Solubility, often referred to as concentration or molarity, is a key concept in chemistry that describes how much solute can be dissolved in a solvent. Molarity is specifically defined as the number of moles of solute per liter of solution, providing a quantitative measure of solubility. When a solid solute is added to a solvent, it dissociates into ions, which then disperse throughout the solvent. However, there is a limit to how much solute can be dissolved, known as the saturation point.

A solution is considered saturated when it contains the maximum amount of dissolved solute at a given temperature and pressure. For example, if a bucket of water can dissolve 100 grams of a solute, adding 102 grams will result in 100 grams dissolving while the remaining 2 grams will remain undissolved at the bottom. In contrast, a solution is unsaturated if it contains less solute than the maximum capacity. If 90 grams of solute are added to the same bucket, all 90 grams will dissolve, leaving room for an additional 10 grams.

Furthermore, a supersaturated solution occurs when more solute is dissolved than the equilibrium concentration allows, which can be achieved by applying heat. For instance, if the bucket can normally dissolve 100 grams but is heated to dissolve 102 grams, it becomes supersaturated. However, this state is unstable; once the heat is removed, the excess solute will precipitate out, forming solid crystals at the bottom of the container.
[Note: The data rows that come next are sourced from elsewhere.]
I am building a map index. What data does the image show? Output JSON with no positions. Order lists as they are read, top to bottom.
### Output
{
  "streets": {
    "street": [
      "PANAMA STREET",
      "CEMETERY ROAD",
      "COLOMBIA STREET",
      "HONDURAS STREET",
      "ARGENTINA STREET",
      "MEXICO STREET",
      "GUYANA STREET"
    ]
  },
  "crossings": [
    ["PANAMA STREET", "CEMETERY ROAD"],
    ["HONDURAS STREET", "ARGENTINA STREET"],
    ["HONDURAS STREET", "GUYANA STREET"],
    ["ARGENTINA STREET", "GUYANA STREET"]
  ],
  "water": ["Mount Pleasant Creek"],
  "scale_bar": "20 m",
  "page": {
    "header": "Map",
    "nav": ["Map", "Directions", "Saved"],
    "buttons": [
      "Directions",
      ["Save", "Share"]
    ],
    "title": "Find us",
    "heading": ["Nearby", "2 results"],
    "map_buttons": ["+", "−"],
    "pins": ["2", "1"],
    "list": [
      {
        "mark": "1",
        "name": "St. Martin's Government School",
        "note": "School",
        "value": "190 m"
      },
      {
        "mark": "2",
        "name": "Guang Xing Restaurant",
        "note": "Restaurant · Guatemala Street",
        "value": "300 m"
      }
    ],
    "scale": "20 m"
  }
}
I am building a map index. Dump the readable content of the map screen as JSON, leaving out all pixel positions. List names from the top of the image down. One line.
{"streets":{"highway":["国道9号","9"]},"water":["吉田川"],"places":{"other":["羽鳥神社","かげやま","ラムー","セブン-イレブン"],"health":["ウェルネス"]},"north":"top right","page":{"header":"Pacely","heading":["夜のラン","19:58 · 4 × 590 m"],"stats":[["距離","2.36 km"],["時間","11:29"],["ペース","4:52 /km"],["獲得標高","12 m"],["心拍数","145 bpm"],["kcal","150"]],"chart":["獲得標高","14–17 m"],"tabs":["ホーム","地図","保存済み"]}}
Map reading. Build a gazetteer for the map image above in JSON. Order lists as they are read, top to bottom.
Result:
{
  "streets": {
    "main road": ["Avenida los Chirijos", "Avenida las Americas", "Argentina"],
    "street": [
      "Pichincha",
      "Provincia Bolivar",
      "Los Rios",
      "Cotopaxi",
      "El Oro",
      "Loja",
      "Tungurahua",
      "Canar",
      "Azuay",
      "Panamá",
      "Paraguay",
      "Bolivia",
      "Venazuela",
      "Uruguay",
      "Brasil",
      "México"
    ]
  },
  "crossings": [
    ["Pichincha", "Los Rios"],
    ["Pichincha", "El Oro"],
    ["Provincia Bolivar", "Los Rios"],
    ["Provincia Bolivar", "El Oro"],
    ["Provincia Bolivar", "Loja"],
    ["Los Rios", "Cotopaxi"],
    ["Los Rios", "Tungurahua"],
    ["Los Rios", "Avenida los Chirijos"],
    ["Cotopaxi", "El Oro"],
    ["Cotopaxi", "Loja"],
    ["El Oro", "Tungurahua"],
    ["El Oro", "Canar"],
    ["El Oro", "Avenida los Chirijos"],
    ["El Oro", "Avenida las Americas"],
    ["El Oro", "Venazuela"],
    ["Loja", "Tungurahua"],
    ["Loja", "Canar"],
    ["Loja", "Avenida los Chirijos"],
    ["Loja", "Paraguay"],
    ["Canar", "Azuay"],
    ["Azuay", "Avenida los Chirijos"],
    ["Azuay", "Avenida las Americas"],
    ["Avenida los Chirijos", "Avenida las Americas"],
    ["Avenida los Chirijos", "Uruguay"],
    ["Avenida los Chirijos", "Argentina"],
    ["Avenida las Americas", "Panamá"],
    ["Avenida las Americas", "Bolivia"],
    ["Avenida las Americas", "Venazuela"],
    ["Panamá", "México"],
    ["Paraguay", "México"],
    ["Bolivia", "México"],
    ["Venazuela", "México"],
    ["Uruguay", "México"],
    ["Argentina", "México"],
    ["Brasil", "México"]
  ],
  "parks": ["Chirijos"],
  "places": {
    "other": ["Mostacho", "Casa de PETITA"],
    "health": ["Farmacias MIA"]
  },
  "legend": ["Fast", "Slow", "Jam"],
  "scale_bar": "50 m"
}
In summary, understanding the distinctions between saturated, unsaturated, and supersaturated solutions is crucial for grasping the concept of solubility. All these terms relate back to the idea of how much solute can be dissolved in a solvent, emphasizing the importance of temperature and pressure in these processes.

In a hypothetical solution 100 mL of water can dissolve up to 100 g of solute. In a SATURATED solution the water has reached its maximum amount of dissolve solute.

In an UNSATURATED solution additional amounts of solute can be further dissolved in the solvent.

In a SUPERSATURATED solution the solvent has dissolved beyond its maximum solubility.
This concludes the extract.